#### RECORDS:

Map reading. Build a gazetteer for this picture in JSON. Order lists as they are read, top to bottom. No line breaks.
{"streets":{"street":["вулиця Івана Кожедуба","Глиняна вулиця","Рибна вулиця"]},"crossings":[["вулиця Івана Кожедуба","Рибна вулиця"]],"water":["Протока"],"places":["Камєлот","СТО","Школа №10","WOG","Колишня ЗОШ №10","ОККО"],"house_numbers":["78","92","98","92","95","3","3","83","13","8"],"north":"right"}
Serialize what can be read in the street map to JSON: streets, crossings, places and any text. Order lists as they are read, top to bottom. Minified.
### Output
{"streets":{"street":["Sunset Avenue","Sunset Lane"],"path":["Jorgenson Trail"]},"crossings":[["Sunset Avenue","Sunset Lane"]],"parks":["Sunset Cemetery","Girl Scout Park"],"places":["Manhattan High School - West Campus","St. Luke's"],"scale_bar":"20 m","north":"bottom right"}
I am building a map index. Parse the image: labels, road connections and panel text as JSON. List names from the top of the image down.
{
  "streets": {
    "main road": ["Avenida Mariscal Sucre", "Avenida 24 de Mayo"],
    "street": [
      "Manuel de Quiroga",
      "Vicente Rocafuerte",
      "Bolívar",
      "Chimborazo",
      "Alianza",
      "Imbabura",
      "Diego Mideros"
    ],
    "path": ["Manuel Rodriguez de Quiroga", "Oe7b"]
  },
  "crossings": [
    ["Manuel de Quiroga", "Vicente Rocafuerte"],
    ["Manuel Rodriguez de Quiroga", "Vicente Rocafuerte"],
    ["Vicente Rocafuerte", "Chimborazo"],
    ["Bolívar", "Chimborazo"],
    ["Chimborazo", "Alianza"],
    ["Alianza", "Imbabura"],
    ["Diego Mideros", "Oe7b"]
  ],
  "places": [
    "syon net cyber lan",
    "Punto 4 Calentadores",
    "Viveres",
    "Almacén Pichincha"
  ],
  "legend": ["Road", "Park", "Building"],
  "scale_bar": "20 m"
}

#### WHAT TO DO:
Restate every entry above exactly as it stands.

#### YOUR RESPONSE:
Map reading. Build a gazetteer for this picture in JSON. Order lists as they are read, top to bottom. No line breaks.
{"streets":{"street":["вулиця Івана Кожедуба","Глиняна вулиця","Рибна вулиця"]},"crossings":[["вулиця Івана Кожедуба","Рибна вулиця"]],"water":["Протока"],"places":["Камєлот","СТО","Школа №10","WOG","Колишня ЗОШ №10","ОККО"],"house_numbers":["78","92","98","92","95","3","3","83","13","8"],"north":"right"}
Serialize what can be read in the street map to JSON: streets, crossings, places and any text. Order lists as they are read, top to bottom. Minified.
### Output
{"streets":{"street":["Sunset Avenue","Sunset Lane"],"path":["Jorgenson Trail"]},"crossings":[["Sunset Avenue","Sunset Lane"]],"parks":["Sunset Cemetery","Girl Scout Park"],"places":["Manhattan High School - West Campus","St. Luke's"],"scale_bar":"20 m","north":"bottom right"}
I am building a map index. Parse the image: labels, road connections and panel text as JSON. List names from the top of the image down.
{
  "streets": {
    "main road": ["Avenida Mariscal Sucre", "Avenida 24 de Mayo"],
    "street": [
      "Manuel de Quiroga",
      "Vicente Rocafuerte",
      "Bolívar",
      "Chimborazo",
      "Alianza",
      "Imbabura",
      "Diego Mideros"
    ],
    "path": ["Manuel Rodriguez de Quiroga", "Oe7b"]
  },
  "crossings": [
    ["Manuel de Quiroga", "Vicente Rocafuerte"],
    ["Manuel Rodriguez de Quiroga", "Vicente Rocafuerte"],
    ["Vicente Rocafuerte", "Chimborazo"],
    ["Bolívar", "Chimborazo"],
    ["Chimborazo", "Alianza"],
    ["Alianza", "Imbabura"],
    ["Diego Mideros", "Oe7b"]
  ],
  "places": [
    "syon net cyber lan",
    "Punto 4 Calentadores",
    "Viveres",
    "Almacén Pichincha"
  ],
  "legend": ["Road", "Park", "Building"],
  "scale_bar": "20 m"
}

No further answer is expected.